War and economy in the Middle East
By Marwan Bishara, Daily Star 12/5/2003
As US President George W. Bush’s vision of a “new Iraq” turns into nightmare, and his partner Prime Minister Ariel Sharon of Israel undermines peace plans real and virtual their assurances that they will prevail through “war on terrorism” are falling on deaf ears, especially among the people on whom America needs most to prevail, the international and local business community.
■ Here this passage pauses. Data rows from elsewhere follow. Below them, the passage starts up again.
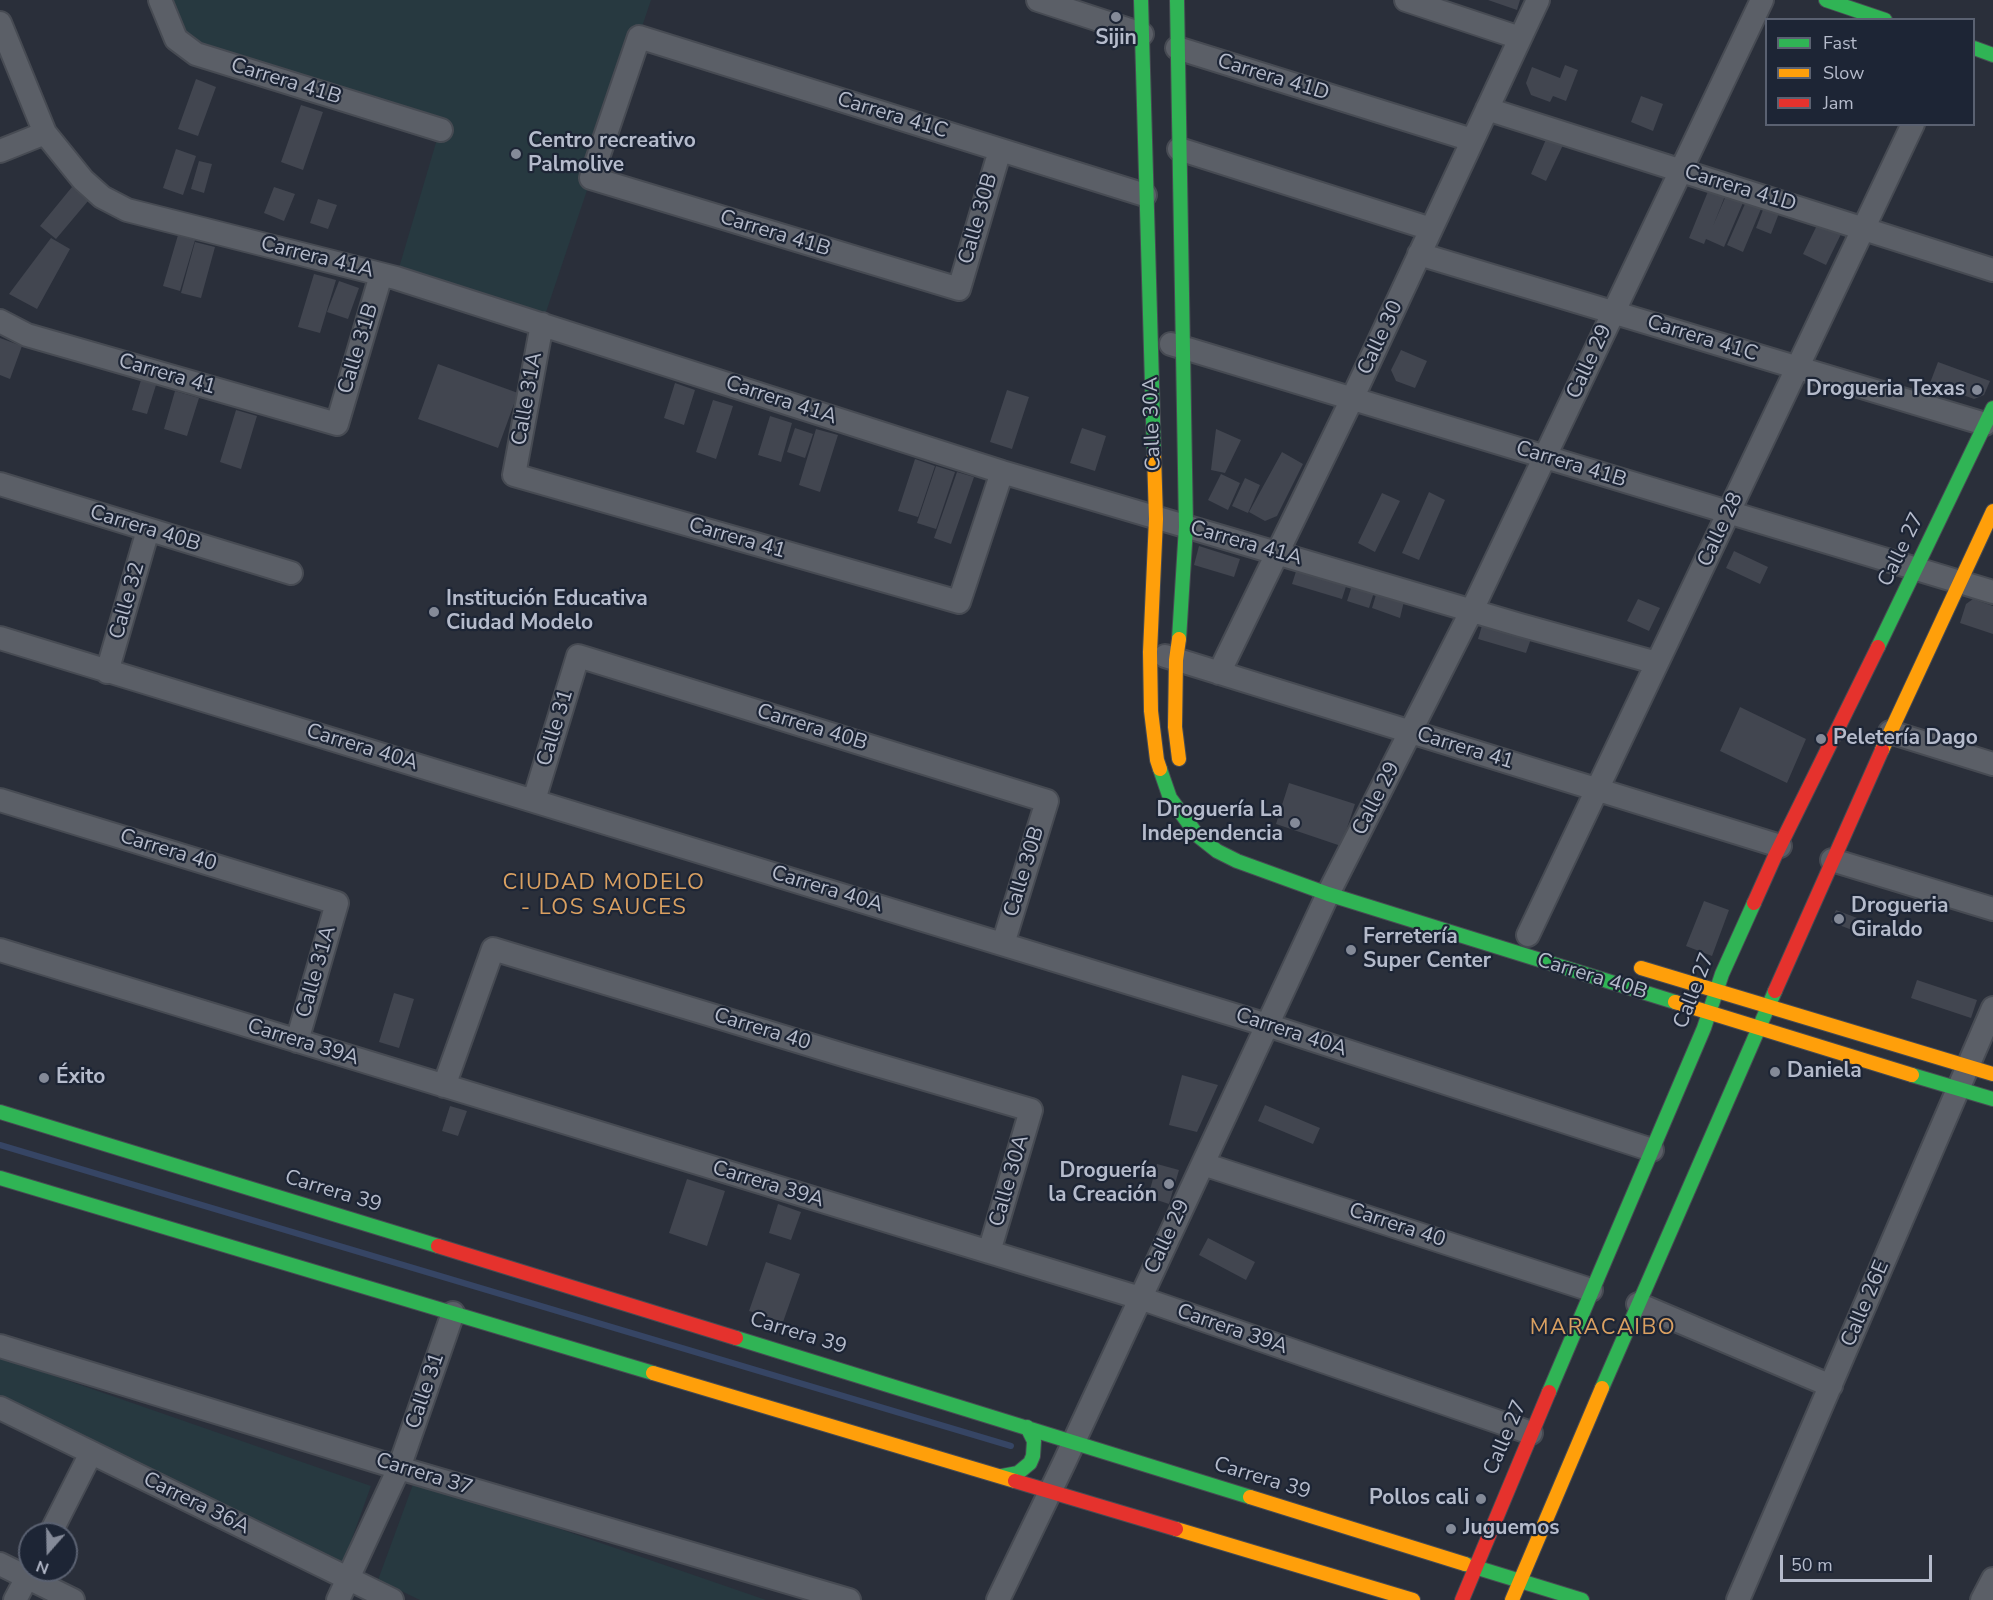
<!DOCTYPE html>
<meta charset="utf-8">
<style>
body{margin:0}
#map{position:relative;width:1993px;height:1600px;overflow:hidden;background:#2a2f3a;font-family:"Nunito Sans",sans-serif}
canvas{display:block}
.legend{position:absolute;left:1765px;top:18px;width:210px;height:108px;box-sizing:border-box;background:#1d2535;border:2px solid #5a6171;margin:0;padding:8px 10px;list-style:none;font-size:18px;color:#b5bbcb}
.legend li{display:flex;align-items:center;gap:12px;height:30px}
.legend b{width:30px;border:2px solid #5a6171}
.north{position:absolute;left:18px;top:1522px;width:60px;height:60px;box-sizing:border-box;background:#1d2535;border:2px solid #5a6171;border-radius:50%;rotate:200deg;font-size:16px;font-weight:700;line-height:24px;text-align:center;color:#b5bbcb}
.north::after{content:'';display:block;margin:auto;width:21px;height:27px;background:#848a98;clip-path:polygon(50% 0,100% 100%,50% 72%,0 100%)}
.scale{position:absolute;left:1780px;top:1555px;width:152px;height:27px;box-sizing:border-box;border:3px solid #b5bbcb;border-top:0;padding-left:8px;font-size:18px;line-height:21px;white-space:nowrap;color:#b5bbcb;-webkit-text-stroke:4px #1d2535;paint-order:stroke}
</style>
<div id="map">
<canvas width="1993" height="1600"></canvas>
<ul class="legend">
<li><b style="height:8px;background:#30b455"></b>Fast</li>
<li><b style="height:8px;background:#ff9f0a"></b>Slow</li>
<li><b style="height:8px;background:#e5322d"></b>Jam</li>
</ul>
<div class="north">N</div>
<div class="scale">50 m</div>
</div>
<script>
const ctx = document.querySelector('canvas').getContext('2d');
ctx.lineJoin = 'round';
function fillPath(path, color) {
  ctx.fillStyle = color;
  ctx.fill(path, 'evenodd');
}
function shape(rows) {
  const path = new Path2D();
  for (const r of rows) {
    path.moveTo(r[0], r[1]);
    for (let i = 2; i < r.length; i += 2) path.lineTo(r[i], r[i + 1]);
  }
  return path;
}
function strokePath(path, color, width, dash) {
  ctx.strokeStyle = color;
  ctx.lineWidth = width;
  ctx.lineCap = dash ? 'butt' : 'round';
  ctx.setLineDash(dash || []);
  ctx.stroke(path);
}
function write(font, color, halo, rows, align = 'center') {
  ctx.font = font + ' "Nunito Sans",sans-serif';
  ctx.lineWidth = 4.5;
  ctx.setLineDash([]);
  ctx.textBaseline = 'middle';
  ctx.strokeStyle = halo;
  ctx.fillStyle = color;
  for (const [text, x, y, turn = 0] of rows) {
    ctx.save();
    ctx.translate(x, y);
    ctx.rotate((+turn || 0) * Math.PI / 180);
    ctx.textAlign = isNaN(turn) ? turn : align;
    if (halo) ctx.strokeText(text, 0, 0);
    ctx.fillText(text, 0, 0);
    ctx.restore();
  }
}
const green = shape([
 [160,0,651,0,542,324,396,278,440,129,196,54],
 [0,1357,371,1486,342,1566,0,1399],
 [415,1479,766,1600,420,1600,378,1580]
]);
const stream = shape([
 [0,1145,1011,1446]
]);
const building = shape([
 [1488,0,1520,0,1517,10],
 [1565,65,1578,70,1566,101,1553,96,1550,102,1531,95,1526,83,1532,67,1560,78],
 [196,79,216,87,198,136,178,129],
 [1641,96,1663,104,1653,131,1631,122],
 [301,105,323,112,303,170,281,162],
 [1547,137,1563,145,1546,181,1531,174],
 [176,149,196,156,183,195,163,188],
 [199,161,212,164,204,193,191,189],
 [1711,184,1727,191,1713,226,1728,191,1745,198,1724,247,1706,239,1704,244,1689,238],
 [72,187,88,201,56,239,40,226],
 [274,187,295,194,284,221,264,213],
 [1748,197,1763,204,1743,252,1727,245],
 [318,199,337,205,328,229,310,223],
 [1766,202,1781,208,1771,234,1756,228],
 [1820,219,1843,230,1826,265,1803,254],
 [178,235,195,240,180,291,163,286],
 [51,238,70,249,37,309,9,294],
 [195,242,215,247,201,298,181,293],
 [314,274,336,280,320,333,298,327],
 [339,281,359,288,348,319,327,312],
 [0,338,22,346,10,379,0,375],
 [1401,350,1427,361,1415,388,1396,381,1391,370],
 [1938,362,1990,381,1984,395,1974,399,1930,383],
 [438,364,518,393,498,448,418,419],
 [141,380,156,385,147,414,132,410],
 [675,383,695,390,684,425,664,418],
 [1007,390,1029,397,1012,449,990,442],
 [175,391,199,398,187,436,164,429],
 [713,400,733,406,716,459,696,452],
 [236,410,257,416,241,469,220,462],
 [770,416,792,423,781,462,758,455],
 [795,428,813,434,805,458,787,452],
 [1082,428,1106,436,1095,471,1070,463],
 [816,429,838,435,820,492,799,485],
 [1216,429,1241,440,1225,473,1211,470],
 [1282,452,1303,464,1277,516,1265,521,1249,512],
 [915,459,935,466,918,517,898,511],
 [936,466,955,472,936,529,917,523],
 [957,472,974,477,951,544,934,538],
 [1221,474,1240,483,1228,510,1208,500],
 [1245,478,1260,485,1248,513,1232,506],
 [1429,492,1445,500,1419,560,1402,553],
 [1382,493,1400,501,1375,552,1358,543],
 [1199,546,1240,559,1234,577,1194,565],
 [1734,551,1768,567,1760,584,1726,568],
 [1299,562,1349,577,1342,599,1292,584],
 [1354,579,1376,586,1369,608,1347,601],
 [1378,588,1405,597,1400,618,1372,608],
 [1638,599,1660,608,1649,631,1627,621],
 [1973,599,1993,606,1993,634,1960,623,1966,604],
 [1484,619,1533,633,1526,653,1478,639],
 [1740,707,1806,739,1787,783,1720,751],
 [1289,783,1355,804,1341,846,1276,824],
 [1704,901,1729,910,1712,956,1686,946],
 [1836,910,1865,921,1860,933,1831,922],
 [1917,980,1977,1000,1971,1018,1911,998],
 [394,993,414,999,399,1048,379,1042],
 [1182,1075,1218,1085,1197,1132,1169,1125],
 [1265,1105,1320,1128,1313,1144,1258,1121],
 [450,1106,467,1111,458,1136,442,1131],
 [1157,1164,1179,1170,1169,1204,1148,1197],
 [687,1179,725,1191,707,1246,669,1233],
 [778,1204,801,1212,791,1240,769,1233],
 [1208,1238,1255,1262,1246,1280,1199,1255],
 [766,1262,800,1274,783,1322,749,1311]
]);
const street = shape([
 [160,0,176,39,196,54,441,130],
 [1038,0,1142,34],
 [1406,0,1520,38],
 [0,23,45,133,83,180,102,197,127,210,396,278,1002,472,1520,625,1657,663],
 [1177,48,1472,140],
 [1487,109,1993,270],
 [1179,149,1431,229],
 [1000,150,959,289,591,178,639,37,1145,195],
 [0,151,45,133],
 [1419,254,1985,424],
 [0,321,27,335,337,424,381,275],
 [542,324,514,475,959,602,1002,472],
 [1171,344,1993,592],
 [0,484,291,573],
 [0,638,1267,1025,1652,1150],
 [1165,656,1780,846],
 [107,672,148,530],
 [1219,673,1352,399,1538,0],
 [1890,732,1993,764],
 [0,800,337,903,297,1041],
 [534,800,578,656,588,659,1047,801,1003,944],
 [1832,860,1993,909],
 [1528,935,1913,124],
 [0,950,1140,1298,1531,1433],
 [444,1086,493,949,850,1057,1031,1110,989,1252],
 [1203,1164,1591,1290],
 [1638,1304,1831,1386],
 [0,1346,399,1468,849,1600],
 [0,1408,392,1600],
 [50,1534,91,1453],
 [0,1564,73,1600],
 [15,1600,31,1570],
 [338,1600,399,1468,453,1313],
 [998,1600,1064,1463,1328,894,1472,610,1762,0],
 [1738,1600,1993,1008],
 [1982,1600,1993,1579]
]);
const fast = shape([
 [1141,0,1154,454],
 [1177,0,1186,527,1179,639],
 [1826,0,1885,20],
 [1974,48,1993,55],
 [1878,647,1993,408],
 [1160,769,1170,798,1198,836,1217,851,1237,861,1328,894,1675,1002],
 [1912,1075,1993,1099],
 [0,1112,438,1246],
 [0,1178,653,1373],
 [736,1338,1250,1497],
 [1602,1388,1775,991],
 [1549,1392,1704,1028,1722,974,1754,903],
 [1002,1476,1018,1473,1030,1463,1033,1456,1034,1441,1027,1427],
 [1465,1564,1582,1600]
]);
const slow = shape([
 [1154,454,1156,519,1150,652,1151,711,1157,760,1160,769],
 [1179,639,1176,660,1175,727,1179,759],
 [1882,750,1993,511],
 [1641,968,1993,1074],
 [1675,1002,1912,1075],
 [653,1373,1015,1481],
 [1250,1497,1465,1564],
 [1176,1529,1413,1600],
 [1512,1600,1602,1388]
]);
const jam = shape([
 [1754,903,1775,856,1878,647],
 [1775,991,1882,750],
 [438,1246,736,1338],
 [1015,1481,1176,1529],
 [1462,1600,1549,1392]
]);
const markers = [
 [1116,17,6,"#848a98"],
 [516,154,6,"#848a98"],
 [1977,390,6,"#848a98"],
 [434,612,6,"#848a98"],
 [1821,739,6,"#848a98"],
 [1295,823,6,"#848a98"],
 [1839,919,6,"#848a98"],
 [1351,950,6,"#848a98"],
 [1775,1072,6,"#848a98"],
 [44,1078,6,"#848a98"],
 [1169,1184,6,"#848a98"],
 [1481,1499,6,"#848a98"],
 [1451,1529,6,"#848a98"]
];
const poiNames = [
 ["Sijin",1116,39,"center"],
 ["Centro recreativo",528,142],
 ["Palmolive",528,166],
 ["Drogueria Texas",1965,390,"right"],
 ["Institución Educativa",446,600],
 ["Ciudad Modelo",446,624],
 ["Peletería Dago",1833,739],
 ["Droguería La",1283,811,"right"],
 ["Independencia",1283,835,"right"],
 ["Drogueria",1851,907],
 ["Giraldo",1851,931],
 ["Ferretería",1363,938],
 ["Super Center",1363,962],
 ["Daniela",1787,1072],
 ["Éxito",56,1078],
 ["Droguería",1157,1172,"right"],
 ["la Creación",1157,1196,"right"],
 ["Pollos cali",1469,1499,"right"],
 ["Juguemos",1463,1529]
];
const streetNames = [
 ["Carrera 41D",1273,78,17],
 ["Carrera 41B",286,82,17],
 ["Carrera 41C",892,116,17],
 ["Carrera 41D",1740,189,17],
 ["Calle 30B",979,219,-74],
 ["Carrera 41B",775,234,17],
 ["Carrera 41A",317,258,14],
 ["Calle 30",1381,338,-65],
 ["Carrera 41C",1702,339,17],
 ["Calle 31B",359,349,-73],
 ["Calle 29",1590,362,-65],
 ["Carrera 41",167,375,16],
 ["Calle 31A",528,399,-80],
 ["Carrera 41A",781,401,18],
 ["Calle 30A",1153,424,-92],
 ["Carrera 41B",1571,465,17],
 ["Carrera 40B",145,529,17],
 ["Calle 28",1721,530,-65],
 ["Carrera 41",737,539,16],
 ["Carrera 41A",1246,544,16],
 ["Calle 27",1902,550,-64],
 ["Calle 32",128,601,-74],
 ["Calle 31",556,728,-73],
 ["Carrera 40B",812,728,17],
 ["Carrera 40A",362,748,17],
 ["Carrera 41",1465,749,17],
 ["Calle 29",1377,799,-63],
 ["Carrera 40",168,851,17],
 ["Calle 30B",1025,872,-73],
 ["Carrera 40A",827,890,17],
 ["Calle 31A",317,972,-74],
 ["Carrera 40B",1592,977,17],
 ["Calle 27",1695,991,-69],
 ["Carrera 40",762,1030,17],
 ["Carrera 40A",1291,1033,18],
 ["Carrera 39A",303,1043,17],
 ["Calle 30A",1010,1181,-74],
 ["Carrera 39A",768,1185,17],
 ["Carrera 39",333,1192,17],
 ["Carrera 40",1397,1226,18],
 ["Calle 29",1168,1237,-65],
 ["Calle 26E",1866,1304,-67],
 ["Carrera 39A",1232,1330,19],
 ["Carrera 39",798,1334,17],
 ["Calle 31",426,1391,-71],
 ["Calle 27",1506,1438,-67],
 ["Carrera 37",424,1475,17],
 ["Carrera 39",1262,1479,17],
 ["Carrera 36A",196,1504,26]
];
const neighbourhoodNames = [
 ["CIUDAD MODELO",604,884],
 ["- LOS SAUCES",604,909],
 ["MARACAIBO",1603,1329]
];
fillPath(green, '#273940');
strokePath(stream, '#364564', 6);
fillPath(building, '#424650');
strokePath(street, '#474b53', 26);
strokePath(fast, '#474b53', 16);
strokePath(slow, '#474b53', 16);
strokePath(jam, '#474b53', 16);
strokePath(street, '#5b5f67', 22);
strokePath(fast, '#30b455', 14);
strokePath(slow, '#ff9f0a', 14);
strokePath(jam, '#e5322d', 14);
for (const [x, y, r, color] of markers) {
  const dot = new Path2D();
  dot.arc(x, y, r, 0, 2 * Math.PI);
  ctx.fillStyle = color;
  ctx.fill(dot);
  strokePath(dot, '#1d2535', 2);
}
write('bold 21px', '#b5bbcb', '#1d2535', poiNames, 'left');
write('21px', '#b5bbcb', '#1d2535', streetNames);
ctx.letterSpacing = '1.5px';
write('22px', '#d9a061', '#1d2535', neighbourhoodNames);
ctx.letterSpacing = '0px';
</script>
Hundreds of those Middle Eastern and international business leaders have descended this week on Dubai for two important meetings: the prestigious international Young Presidents Organization (YPO) and the Welfare Association, a large philanthropic group of rich Palestinian Arabs. Though unrelated, the two share similar agendas and skepticism regarding the promise of a “new Middle East.” YPO members who are keen to educate themselves and network their actions within the region should take advantage of the weekend’s meetings of the Welfare Association to rub elbows with hundreds of its Palestinian and Arab senior members who, for several years, joined hands in support of the idea of a “New Palestine” only to have their fingers burned. At the core of the Welfare Association lies an expatriate group of around 60 senior Palestinian businessmen most around 60 years of age with an average wealth of over $60 million. Ever since they were denied the right to return to their homeland Palestine along with tens of thousands of entrepreneurs, five decades ago, they have played a major role in the development of a number of Arab economies. After decades of investment, regionally and internationally, the Palestinian Arab business community has learned first hand that areas of conflict are surging catastrophes not emerging markets; that militarization of any conflict contributes to the wealth of the corrupt and the erosion of the spirit of entrepreneurship; and that only military merchants benefit at the expense of productive economies.